This Article is From Aug 12, 2013

India expects more violence instigated by Pak in run up to elections, say sources

India expects more violence instigated by Pak in run up to elections, say sources

File pic: Five Indian soldiers were killed by Pakistanis at LoC last week

Kochi: India expects incidents of ceasefire violation by Pakistan to increase in the next few months ahead of general elections and to coincide with a change at the top in the Pakistani Army.

Defence Minister AK Antony said today that the Indian armed forces are "free to respond to the developing conditions at the border appropriately."

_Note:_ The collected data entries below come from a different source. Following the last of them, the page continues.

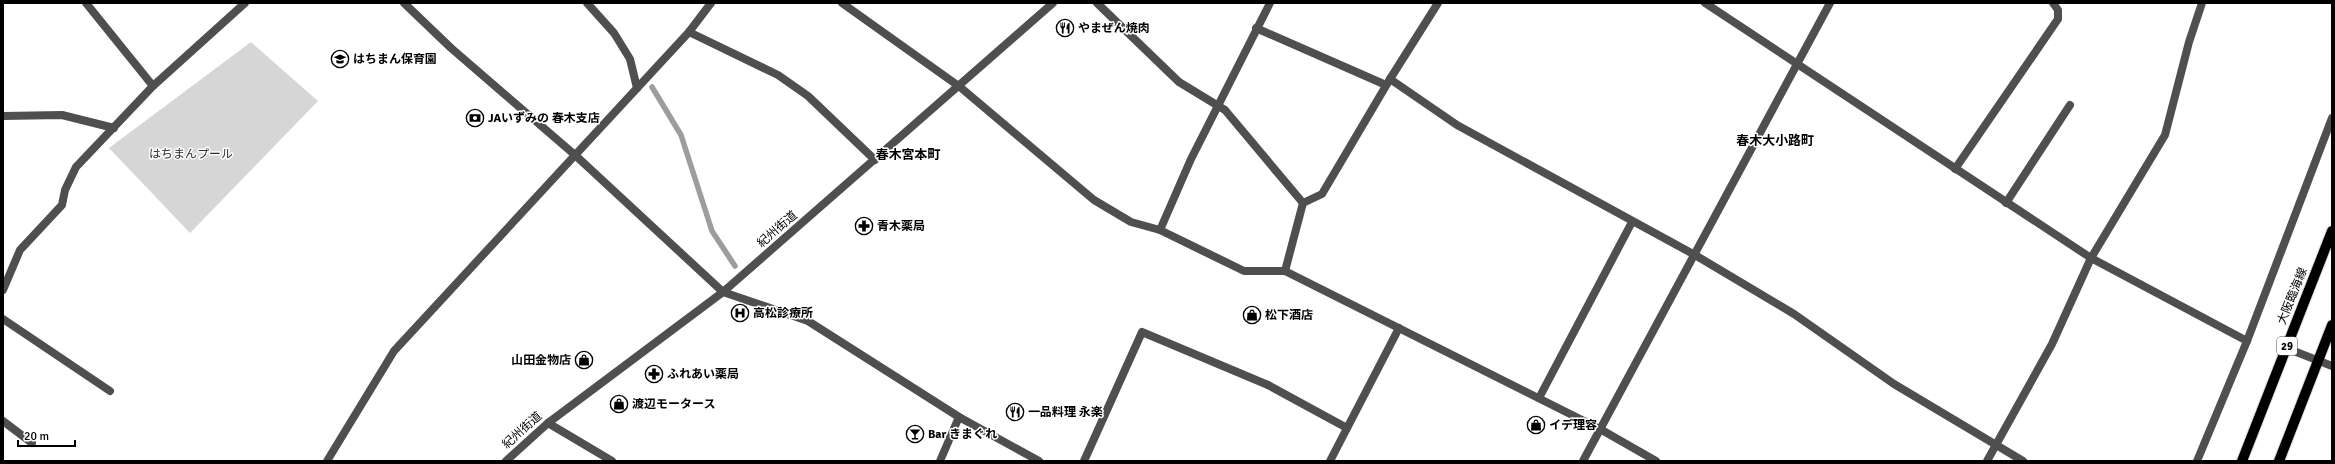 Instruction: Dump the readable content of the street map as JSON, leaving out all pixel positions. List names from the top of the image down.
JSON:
{
  "streets": {
    "main road": ["大阪臨海線", "29"],
    "street": ["紀州街道"]
  },
  "districts": ["春木大小路町", "春木宮本町"],
  "parks": ["はちまんプール"],
  "places": {
    "restaurant": ["やまぜん焼肉", "一品料理 永楽"],
    "school or university": ["はちまん保育園"],
    "bank": ["JAいずみの 春木支店"],
    "pharmacy": ["青木薬局", "ふれあい薬局"],
    "hospital": ["高松診療所"],
    "shop": [
      "松下酒店",
      "山田金物店",
      "渡辺モータース",
      "イデ理容"
    ],
    "bar": ["Bar きまぐれ"]
  },
  "scale_bar": "20 m"
}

Mr Antony's statement, at the launch of India's first indigenous aircraft carrier INS Vikrant, came as Pakistan violated the ceasefire agreement at the Line of Control or LOC in Kashmir five times in three days, three of those attacks on various Indian Army posts in the last 24 hours, despite Islamabad's call for steps to ensure truce.

This has been described by the Indian Army as the biggest ceasefire violation in recent months. Early last week, five Indian Army soldiers were killed at the border; a Border Security Force or BSF jawan died yesterday.

Pakistan, however, has said that India's BSF has violated ceasefire and summoned the Indian deputy high commissioner in Islamabad today to "express concern" and ask New Delhi to uphold the ceasefire agreement of 2003 (Read).

Defence Ministry sources say they expect Pakistan's Army to step up hostilities at the border with general elections in India just months away. Also, the sources say, Pakistan's Army Chief General Ashfaq Kayani is expected to retire in November and seems to be flexing muscle to send a message to the civilian government in Pakistan, led by newly elected Prime Minister Nawaz Sharif.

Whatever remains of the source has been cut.